What the task requires —
Nothing should differ. Repeat every record as written.

(Collected data)
══════

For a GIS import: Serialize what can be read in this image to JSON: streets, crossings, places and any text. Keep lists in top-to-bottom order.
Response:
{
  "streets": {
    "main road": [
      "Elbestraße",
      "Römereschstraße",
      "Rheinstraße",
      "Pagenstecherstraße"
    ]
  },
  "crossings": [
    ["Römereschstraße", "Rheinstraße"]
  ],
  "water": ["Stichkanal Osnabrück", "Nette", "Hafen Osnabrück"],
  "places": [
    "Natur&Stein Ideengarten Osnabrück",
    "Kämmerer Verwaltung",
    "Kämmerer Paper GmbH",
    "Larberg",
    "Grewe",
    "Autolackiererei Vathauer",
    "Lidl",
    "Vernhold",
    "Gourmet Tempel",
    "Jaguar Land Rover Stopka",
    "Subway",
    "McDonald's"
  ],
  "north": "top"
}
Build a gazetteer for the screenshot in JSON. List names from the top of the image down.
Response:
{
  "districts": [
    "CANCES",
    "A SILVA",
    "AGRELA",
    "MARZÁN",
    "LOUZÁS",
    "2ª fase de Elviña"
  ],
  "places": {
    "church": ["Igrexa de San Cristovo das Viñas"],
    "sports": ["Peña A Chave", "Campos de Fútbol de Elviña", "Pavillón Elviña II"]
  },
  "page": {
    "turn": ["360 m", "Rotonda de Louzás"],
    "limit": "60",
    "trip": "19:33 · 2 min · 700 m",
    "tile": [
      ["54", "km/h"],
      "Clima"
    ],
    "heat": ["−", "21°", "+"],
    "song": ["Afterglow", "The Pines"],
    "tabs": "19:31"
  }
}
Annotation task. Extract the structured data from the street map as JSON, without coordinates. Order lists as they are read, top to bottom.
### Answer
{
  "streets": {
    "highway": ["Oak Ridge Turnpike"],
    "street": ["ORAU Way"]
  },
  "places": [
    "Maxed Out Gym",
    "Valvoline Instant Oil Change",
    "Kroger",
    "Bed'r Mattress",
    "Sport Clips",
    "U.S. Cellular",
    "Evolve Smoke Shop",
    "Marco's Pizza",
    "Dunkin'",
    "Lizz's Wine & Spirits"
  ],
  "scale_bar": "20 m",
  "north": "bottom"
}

══════

Response to the exercise —
For a GIS import: Serialize what can be read in this image to JSON: streets, crossings, places and any text. Keep lists in top-to-bottom order.
Response:
{
  "streets": {
    "main road": [
      "Elbestraße",
      "Römereschstraße",
      "Rheinstraße",
      "Pagenstecherstraße"
    ]
  },
  "crossings": [
    ["Römereschstraße", "Rheinstraße"]
  ],
  "water": ["Stichkanal Osnabrück", "Nette", "Hafen Osnabrück"],
  "places": [
    "Natur&Stein Ideengarten Osnabrück",
    "Kämmerer Verwaltung",
    "Kämmerer Paper GmbH",
    "Larberg",
    "Grewe",
    "Autolackiererei Vathauer",
    "Lidl",
    "Vernhold",
    "Gourmet Tempel",
    "Jaguar Land Rover Stopka",
    "Subway",
    "McDonald's"
  ],
  "north": "top"
}
Build a gazetteer for the screenshot in JSON. List names from the top of the image down.
Response:
{
  "districts": [
    "CANCES",
    "A SILVA",
    "AGRELA",
    "MARZÁN",
    "LOUZÁS",
    "2ª fase de Elviña"
  ],
  "places": {
    "church": ["Igrexa de San Cristovo das Viñas"],
    "sports": ["Peña A Chave", "Campos de Fútbol de Elviña", "Pavillón Elviña II"]
  },
  "page": {
    "turn": ["360 m", "Rotonda de Louzás"],
    "limit": "60",
    "trip": "19:33 · 2 min · 700 m",
    "tile": [
      ["54", "km/h"],
      "Clima"
    ],
    "heat": ["−", "21°", "+"],
    "song": ["Afterglow", "The Pines"],
    "tabs": "19:31"
  }
}
Annotation task. Extract the structured data from the street map as JSON, without coordinates. Order lists as they are read, top to bottom.
### Answer
{
  "streets": {
    "highway": ["Oak Ridge Turnpike"],
    "street": ["ORAU Way"]
  },
  "places": [
    "Maxed Out Gym",
    "Valvoline Instant Oil Change",
    "Kroger",
    "Bed'r Mattress",
    "Sport Clips",
    "U.S. Cellular",
    "Evolve Smoke Shop",
    "Marco's Pizza",
    "Dunkin'",
    "Lizz's Wine & Spirits"
  ],
  "scale_bar": "20 m",
  "north": "bottom"
}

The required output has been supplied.